DETROIT (WXYZ) — A metro Detroit family was frantically searching the streets of Detroit on Sunday for 75-year-old Melvin Field, who had dementia.
The family says at the end of January, he was taken by ambulance from his nursing home to Sinai Grace Hospital in Detroit with COVID-19.
Over the weekend when the family called to check on him, they say they were told he’d been discharged on Friday, without the family knowing.
“There’s no telling if he’s got frostbite or hypothermia or if he’s even alive wherever he is,” Field's daughter Renee Prevost said on Sunday. "He should have never been released without being released to someone or back to the nursing home.”
The family spent Sunday searching the area around the hospital and even filed a missing persons report with Detroit police.
But on Monday afternoon, the family says the received another call from the hospital saying Field was actually not released Friday, and instead had died in the hospital on Friday.
“I said, 'Wait, what?!' We’ve been looking through the streets of Detroit for him. We’ve been searching in the cold thinking he was, you know, out on his own," Prevost said.
The hospital sent a statement that read:
“Mr. Field passed away at Sinai-Grace Hospital on February 4 and our staff made numerous attempts to reach out to the family but were unsuccessful. We have since been in communication with the family and offer our deepest sympathies for their loss.”
However, Renee says both she and her mother had no missed calls or voice mails, saying they even called and visited the hospital Sunday to try and get answers.

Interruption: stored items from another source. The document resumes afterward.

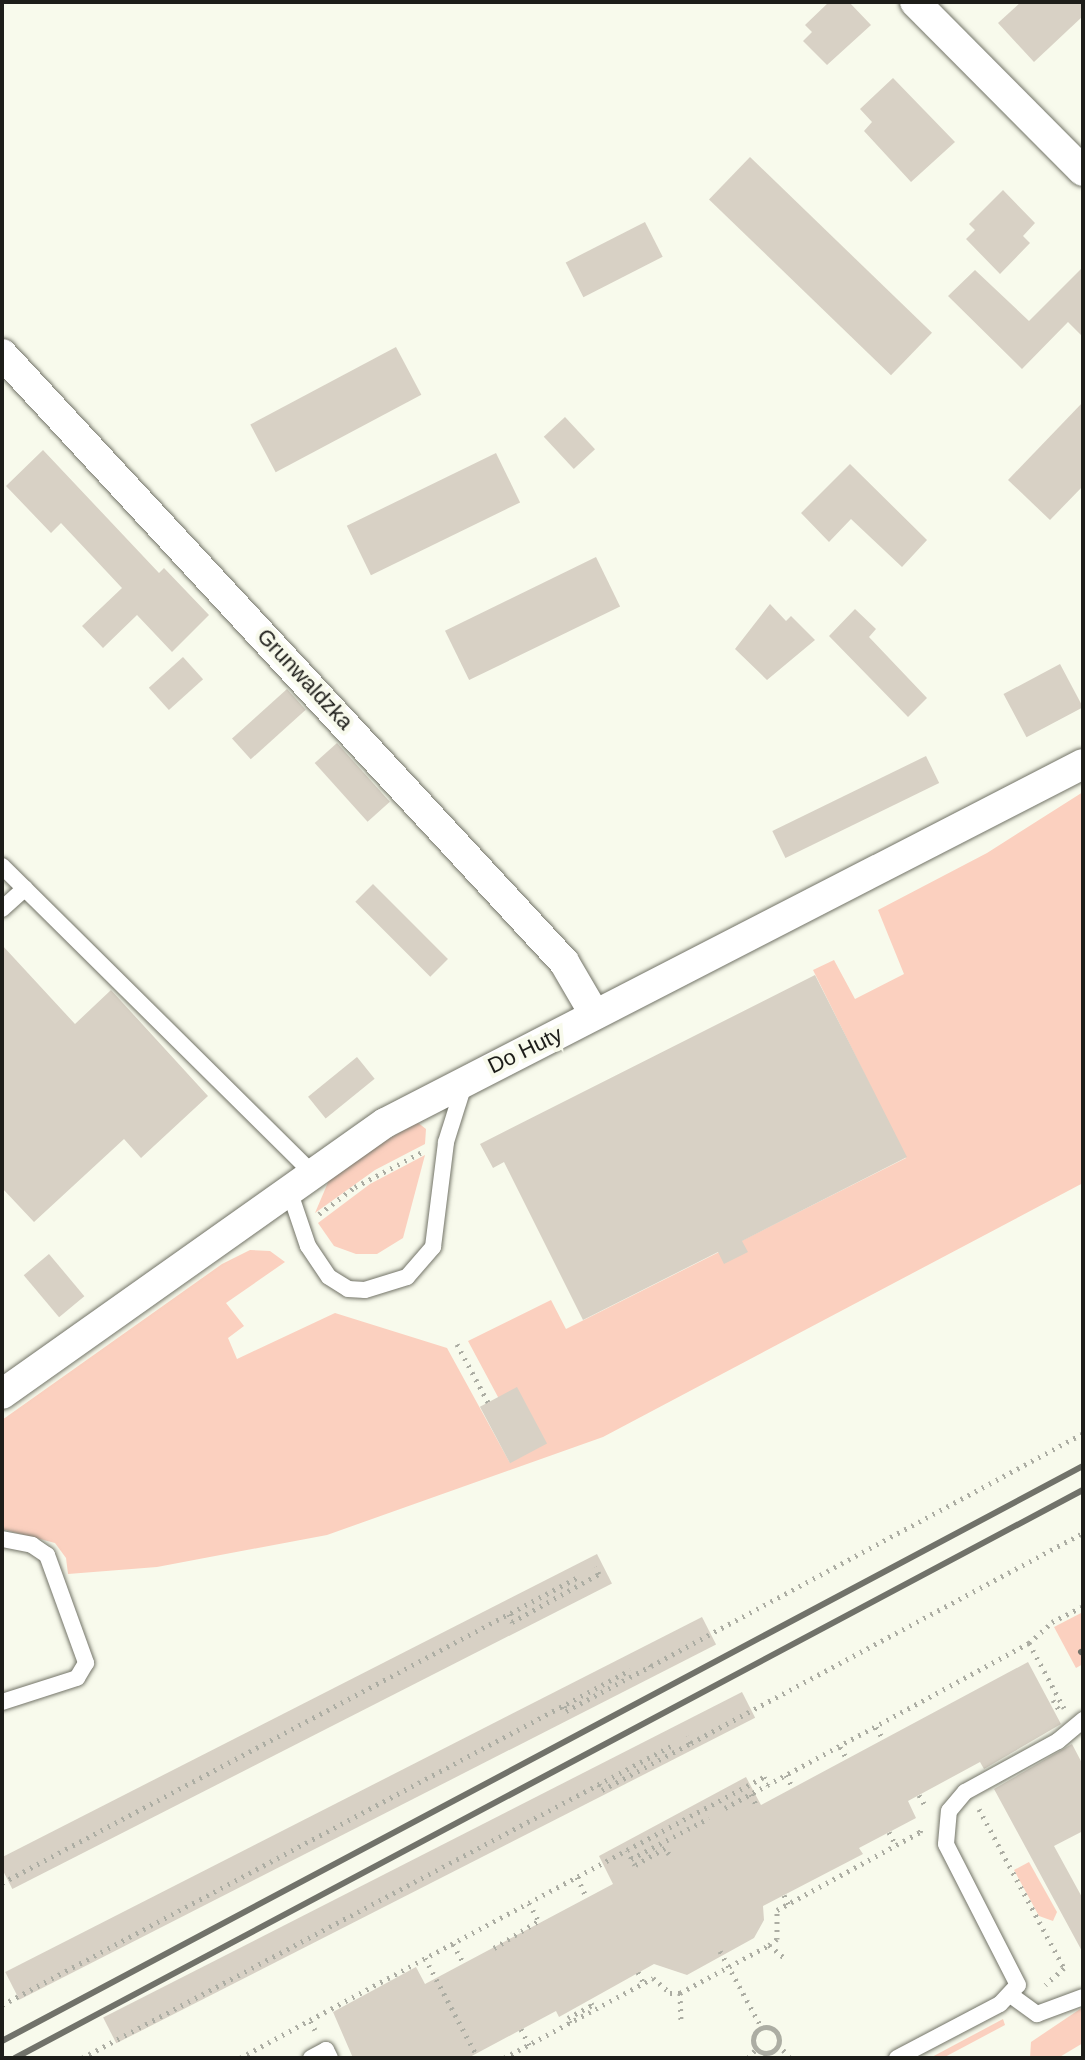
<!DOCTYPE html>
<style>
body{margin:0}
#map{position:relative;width:1085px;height:2060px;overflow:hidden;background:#f8faec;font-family:Helvetica,sans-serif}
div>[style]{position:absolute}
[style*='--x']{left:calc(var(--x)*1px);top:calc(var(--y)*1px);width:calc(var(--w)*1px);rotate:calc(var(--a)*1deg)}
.green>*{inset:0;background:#fbd0bf}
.building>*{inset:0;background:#d8d1c5;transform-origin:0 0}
.path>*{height:5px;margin-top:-2.5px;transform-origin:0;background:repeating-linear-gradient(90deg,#acada3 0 2px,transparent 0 8px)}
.path>.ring{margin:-2.5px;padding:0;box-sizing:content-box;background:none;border:5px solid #acada3;border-radius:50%}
.roads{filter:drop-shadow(0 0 2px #737468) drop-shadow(0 0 2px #737468)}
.lane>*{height:16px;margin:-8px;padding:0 8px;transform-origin:8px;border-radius:8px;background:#fff}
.street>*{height:30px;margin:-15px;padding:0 15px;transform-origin:15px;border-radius:15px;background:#fff}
.rail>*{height:6px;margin:-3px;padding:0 3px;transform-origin:3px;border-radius:3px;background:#71726a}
span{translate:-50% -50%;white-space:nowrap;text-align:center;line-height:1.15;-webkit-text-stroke:8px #f8faec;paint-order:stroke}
.street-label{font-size:22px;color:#1d1d19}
.frame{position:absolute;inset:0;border:4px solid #1d1d19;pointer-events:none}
</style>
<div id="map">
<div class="green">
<div style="clip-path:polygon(1083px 792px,1083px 1183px,603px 1437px,327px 1535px,157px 1567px,68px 1574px,66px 1558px,55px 1543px,2px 1529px,2px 1420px,222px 1264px,250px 1250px,270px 1251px,285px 1262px,226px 1303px,244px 1326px,228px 1338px,237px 1359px,335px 1313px,447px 1348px,510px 1463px,498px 1397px,468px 1341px,551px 1300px,566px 1329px,906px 1158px,813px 970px,834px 960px,855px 999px,904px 974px,878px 910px,987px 853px)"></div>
<div style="clip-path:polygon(417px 1122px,426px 1129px,425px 1144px,375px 1170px,315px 1213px,332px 1173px)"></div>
<div style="clip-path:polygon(425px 1155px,403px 1238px,377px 1254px,356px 1254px,334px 1246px,318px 1223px,370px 1184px)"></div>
<div style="clip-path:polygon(1083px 1612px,1083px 1664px,1076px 1668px,1054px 1627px)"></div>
<div style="clip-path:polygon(1029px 1862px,1057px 1912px,1053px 1921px,1039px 1916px,1014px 1870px)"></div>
<div style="clip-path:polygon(1083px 2007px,1083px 2043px,1058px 2058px,1030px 2058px,1031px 2042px)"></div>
<div style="clip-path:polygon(1003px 2019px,1005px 2025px,943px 2058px,930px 2058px)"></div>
</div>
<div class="building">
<div style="clip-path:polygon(829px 2px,849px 2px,871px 25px,827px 65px,803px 41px,812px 32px,805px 25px)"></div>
<div style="clip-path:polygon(1021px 2px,1083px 2px,1083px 16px,1034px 62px,998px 23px)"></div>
<div style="clip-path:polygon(893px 78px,955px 142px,911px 182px,864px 131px,872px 122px,860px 109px)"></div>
<div style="left:750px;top:157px;width:253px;height:59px;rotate:44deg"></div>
<div style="clip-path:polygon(1003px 190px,1035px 223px,1023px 236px,1030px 243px,1000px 274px,966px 239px,975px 230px,969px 224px)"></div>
<div style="left:645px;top:222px;width:39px;height:89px;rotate:63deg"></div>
<div style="clip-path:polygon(1083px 267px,1083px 337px,1068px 322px,1022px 369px,948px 296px,975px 270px,1029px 321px)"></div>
<div style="left:396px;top:347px;width:54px;height:165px;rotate:62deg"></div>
<div style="clip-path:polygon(1083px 402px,1083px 486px,1050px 520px,1008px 480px)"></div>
<div style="left:565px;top:417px;width:44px;height:29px;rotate:47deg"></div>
<div style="clip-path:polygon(43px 450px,159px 573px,164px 568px,209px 615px,172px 652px,137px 615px,103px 648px,82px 626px,122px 588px,61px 523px,51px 533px,6px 486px)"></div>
<div style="left:496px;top:453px;width:55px;height:166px;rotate:64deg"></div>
<div style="clip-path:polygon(850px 464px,927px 540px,902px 567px,851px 519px,829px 542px,801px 513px)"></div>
<div style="left:596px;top:557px;width:55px;height:168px;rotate:64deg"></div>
<div style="clip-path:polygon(770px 604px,786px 621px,791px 616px,815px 640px,767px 680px,735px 649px)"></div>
<div style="clip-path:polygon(855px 609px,876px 629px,869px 637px,927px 698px,908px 717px,829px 636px)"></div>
<div style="left:183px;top:657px;width:30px;height:46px;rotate:48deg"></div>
<div style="left:1060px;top:664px;width:49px;height:64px;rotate:62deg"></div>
<div style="left:287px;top:689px;width:28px;height:74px;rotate:48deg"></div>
<div style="left:337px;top:743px;width:79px;height:30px;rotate:48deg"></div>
<div style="left:926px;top:756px;width:30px;height:171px;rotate:64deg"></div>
<div style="left:373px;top:884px;width:106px;height:25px;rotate:45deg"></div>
<div style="clip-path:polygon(2px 945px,75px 1024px,111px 990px,208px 1096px,141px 1158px,124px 1139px,34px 1222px,2px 1188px)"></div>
<div style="clip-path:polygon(815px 975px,907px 1157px,742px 1241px,748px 1252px,724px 1264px,718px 1252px,583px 1320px,504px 1162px,493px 1168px,480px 1144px)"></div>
<div style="left:357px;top:1057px;width:28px;height:63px;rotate:51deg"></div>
<div style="left:49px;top:1254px;width:55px;height:33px;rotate:50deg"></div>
<div style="left:517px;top:1387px;width:64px;height:42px;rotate:62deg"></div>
<div style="left:597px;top:1554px;width:33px;height:673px;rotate:63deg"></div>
<div style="left:702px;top:1617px;width:31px;height:782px;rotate:63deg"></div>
<div style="clip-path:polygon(1028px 1662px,1061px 1724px,984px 1769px,980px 1762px,908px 1801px,916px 1818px,859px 1848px,863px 1854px,763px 1906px,764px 1920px,754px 1938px,687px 1975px,654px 1964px,559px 2017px,556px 2011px,468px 2058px,353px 2058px,333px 2012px,416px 1967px,425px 1984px,613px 1884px,599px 1856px,746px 1777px,761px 1805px)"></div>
<div style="left:742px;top:1692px;width:29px;height:717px;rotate:63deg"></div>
<div style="clip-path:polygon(1072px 1744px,1083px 1765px,1083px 1831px,1054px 1846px,1083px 1899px,1083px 1953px,994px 1789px)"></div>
</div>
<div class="path">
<div style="--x:319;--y:1214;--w:45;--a:-36.9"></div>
<div style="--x:355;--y:1187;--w:78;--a:-27.6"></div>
<div style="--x:457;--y:1344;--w:66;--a:61.9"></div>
<div style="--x:509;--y:1614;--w:9;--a:69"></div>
<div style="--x:512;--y:1622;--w:99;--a:-28.9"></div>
<div style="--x:599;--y:1574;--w:8;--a:-120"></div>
<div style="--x:1029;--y:1643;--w:31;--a:-42"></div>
<div style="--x:1052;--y:1622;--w:35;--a:-27"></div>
<div style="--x:651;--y:1666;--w:491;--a:-28.3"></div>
<div style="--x:1053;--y:1700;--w:13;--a:58"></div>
<div style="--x:564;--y:1706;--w:5;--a:68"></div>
<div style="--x:566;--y:1711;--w:96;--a:-27.9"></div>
<div style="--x:651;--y:1666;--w:7;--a:-117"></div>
<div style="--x:876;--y:1727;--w:14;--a:60"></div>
<div style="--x:691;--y:1743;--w:445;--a:-28.2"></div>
<div style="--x:840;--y:1747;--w:14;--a:60"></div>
<div style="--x:786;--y:1775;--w:15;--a:62"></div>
<div style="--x:599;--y:1784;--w:7;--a:63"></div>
<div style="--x:602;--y:1790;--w:101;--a:-27.8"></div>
<div style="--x:691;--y:1743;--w:8;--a:-113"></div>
<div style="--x:751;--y:1794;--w:14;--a:65"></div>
<div style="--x:919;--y:1795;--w:14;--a:60"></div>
<div style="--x:725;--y:1808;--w:346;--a:-28.5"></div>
<div style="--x:1029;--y:1643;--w:74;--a:61.7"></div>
<div style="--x:979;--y:1809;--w:180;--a:61.9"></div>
<div style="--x:1064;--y:1968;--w:25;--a:138"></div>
<div style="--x:889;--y:1832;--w:16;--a:63"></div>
<div style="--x:669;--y:1854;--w:7;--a:-124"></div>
<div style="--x:665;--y:1848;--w:34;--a:150"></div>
<div style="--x:635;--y:1865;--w:17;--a:-118"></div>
<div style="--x:627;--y:1850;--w:155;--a:-28.1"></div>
<div style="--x:764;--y:1777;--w:9;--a:63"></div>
<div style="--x:631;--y:1859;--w:88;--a:-27.7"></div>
<div style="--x:577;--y:1877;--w:23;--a:65"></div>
<div style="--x:2;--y:1883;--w:654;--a:-27.97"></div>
<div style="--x:784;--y:1895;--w:10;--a:66"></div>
<div style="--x:529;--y:1903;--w:21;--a:62"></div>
<div style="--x:453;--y:1944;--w:23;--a:61"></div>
<div style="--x:769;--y:1945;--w:23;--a:40"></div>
<div style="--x:494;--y:1948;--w:52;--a:-31.5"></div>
<div style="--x:720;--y:1951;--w:88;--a:61.4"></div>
<div style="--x:425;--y:1958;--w:113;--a:62.1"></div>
<div style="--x:638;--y:1972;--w:13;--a:63"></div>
<div style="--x:680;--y:1993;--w:27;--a:88"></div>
<div style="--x:2;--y:2005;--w:712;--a:-28.08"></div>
<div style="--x:570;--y:2023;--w:5;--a:-112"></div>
<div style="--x:568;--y:2018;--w:27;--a:-28"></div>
<div style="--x:592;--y:2005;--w:4;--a:-117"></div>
<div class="ring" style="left:753px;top:2027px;width:21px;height:21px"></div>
<div style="--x:521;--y:2029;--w:18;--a:63"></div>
<div style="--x:315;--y:2030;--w:11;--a:-117"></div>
<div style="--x:310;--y:2020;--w:360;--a:-28.2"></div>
<div style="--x:778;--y:2044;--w:18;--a:49"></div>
<div style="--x:82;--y:2058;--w:667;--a:-27.91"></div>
<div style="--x:240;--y:2058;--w:80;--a:-28.5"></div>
<div style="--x:504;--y:2058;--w:169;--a:-28.2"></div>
<div style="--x:653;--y:1978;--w:23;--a:41"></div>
<div style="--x:670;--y:1993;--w:10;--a:0"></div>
<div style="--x:680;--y:1993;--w:101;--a:-28.3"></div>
<div style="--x:769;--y:1945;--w:10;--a:-37"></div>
<div style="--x:777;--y:1939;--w:29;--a:-90"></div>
<div style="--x:777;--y:1910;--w:163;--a:-28.6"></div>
<div style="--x:920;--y:1832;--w:5;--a:-68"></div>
<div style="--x:748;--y:2058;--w:12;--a:-48"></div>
</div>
<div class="roads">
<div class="lane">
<div style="--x:2;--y:866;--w:436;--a:44.7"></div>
<div style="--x:2;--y:909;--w:31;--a:-42"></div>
<div style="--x:289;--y:1190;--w:59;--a:71.3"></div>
<div style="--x:308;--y:1246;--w:37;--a:56"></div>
<div style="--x:329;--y:1277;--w:22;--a:32"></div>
<div style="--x:348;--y:1289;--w:17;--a:3"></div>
<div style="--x:365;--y:1290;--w:44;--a:-17.2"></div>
<div style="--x:407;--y:1277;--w:40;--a:-49"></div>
<div style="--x:433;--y:1247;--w:106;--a:-82.9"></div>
<div style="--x:446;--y:1142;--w:60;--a:-72.5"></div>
<div style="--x:2;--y:1539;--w:31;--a:11"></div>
<div style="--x:32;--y:1545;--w:18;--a:34"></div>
<div style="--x:47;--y:1555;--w:115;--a:70.1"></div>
<div style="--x:86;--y:1663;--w:17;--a:121"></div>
<div style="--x:77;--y:1678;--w:79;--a:162.3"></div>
<div style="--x:1012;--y:1996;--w:31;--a:36"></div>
<div style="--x:1037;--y:2014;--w:49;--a:-20.3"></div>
<div style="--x:311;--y:2058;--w:17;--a:-28"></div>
<div style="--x:326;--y:2050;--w:9;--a:63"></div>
<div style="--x:897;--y:2058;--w:116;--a:-27.7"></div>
<div style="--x:1000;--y:2004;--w:26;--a:-47"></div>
<div style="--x:1018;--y:1985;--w:158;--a:-117.1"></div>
<div style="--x:946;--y:1844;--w:33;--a:-85"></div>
<div style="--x:949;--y:1811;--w:25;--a:-50"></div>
<div style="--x:965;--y:1792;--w:106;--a:-28.7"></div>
<div style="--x:1058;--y:1741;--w:33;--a:-40"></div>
</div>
<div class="street">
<div style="--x:915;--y:2;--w:238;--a:45.2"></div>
<div style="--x:2;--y:354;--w:828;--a:47.25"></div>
<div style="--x:564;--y:962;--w:61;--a:59.7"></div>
<div style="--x:2;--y:1394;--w:469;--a:-35.3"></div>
<div style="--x:385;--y:1123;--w:785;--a:-27.22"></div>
</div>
</div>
<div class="rail">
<div style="--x:1081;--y:1652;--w:2;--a:-27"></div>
<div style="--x:2;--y:2041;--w:1224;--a:-28.01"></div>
<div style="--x:15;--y:2058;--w:1210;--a:-28.01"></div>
</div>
<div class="street-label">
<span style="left:305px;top:679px;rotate:47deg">Grunwaldzka</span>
<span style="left:525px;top:1050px;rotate:-26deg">Do Huty</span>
</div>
<div class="frame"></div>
</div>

“We went to the hospital numerous times, asking questions, talking to security, (saying) 'Can you help us? Can you find my dad? Can you show me which way he went when he left?'" Prevost said. "To find out he’s been deceased for three days? How does that happen?”
Renee believes someone at the hospital misread the information, adding that the error has led to a nightmare for her family.
“How do you say they’ve been discharged when actually they passed away? That’s an error that is unacceptable," Prevost said.
Because Field was on the COVID-19 floor, the family was not able to visit him in person but say they called and checked on him regularly, having last head his voice at the end of January.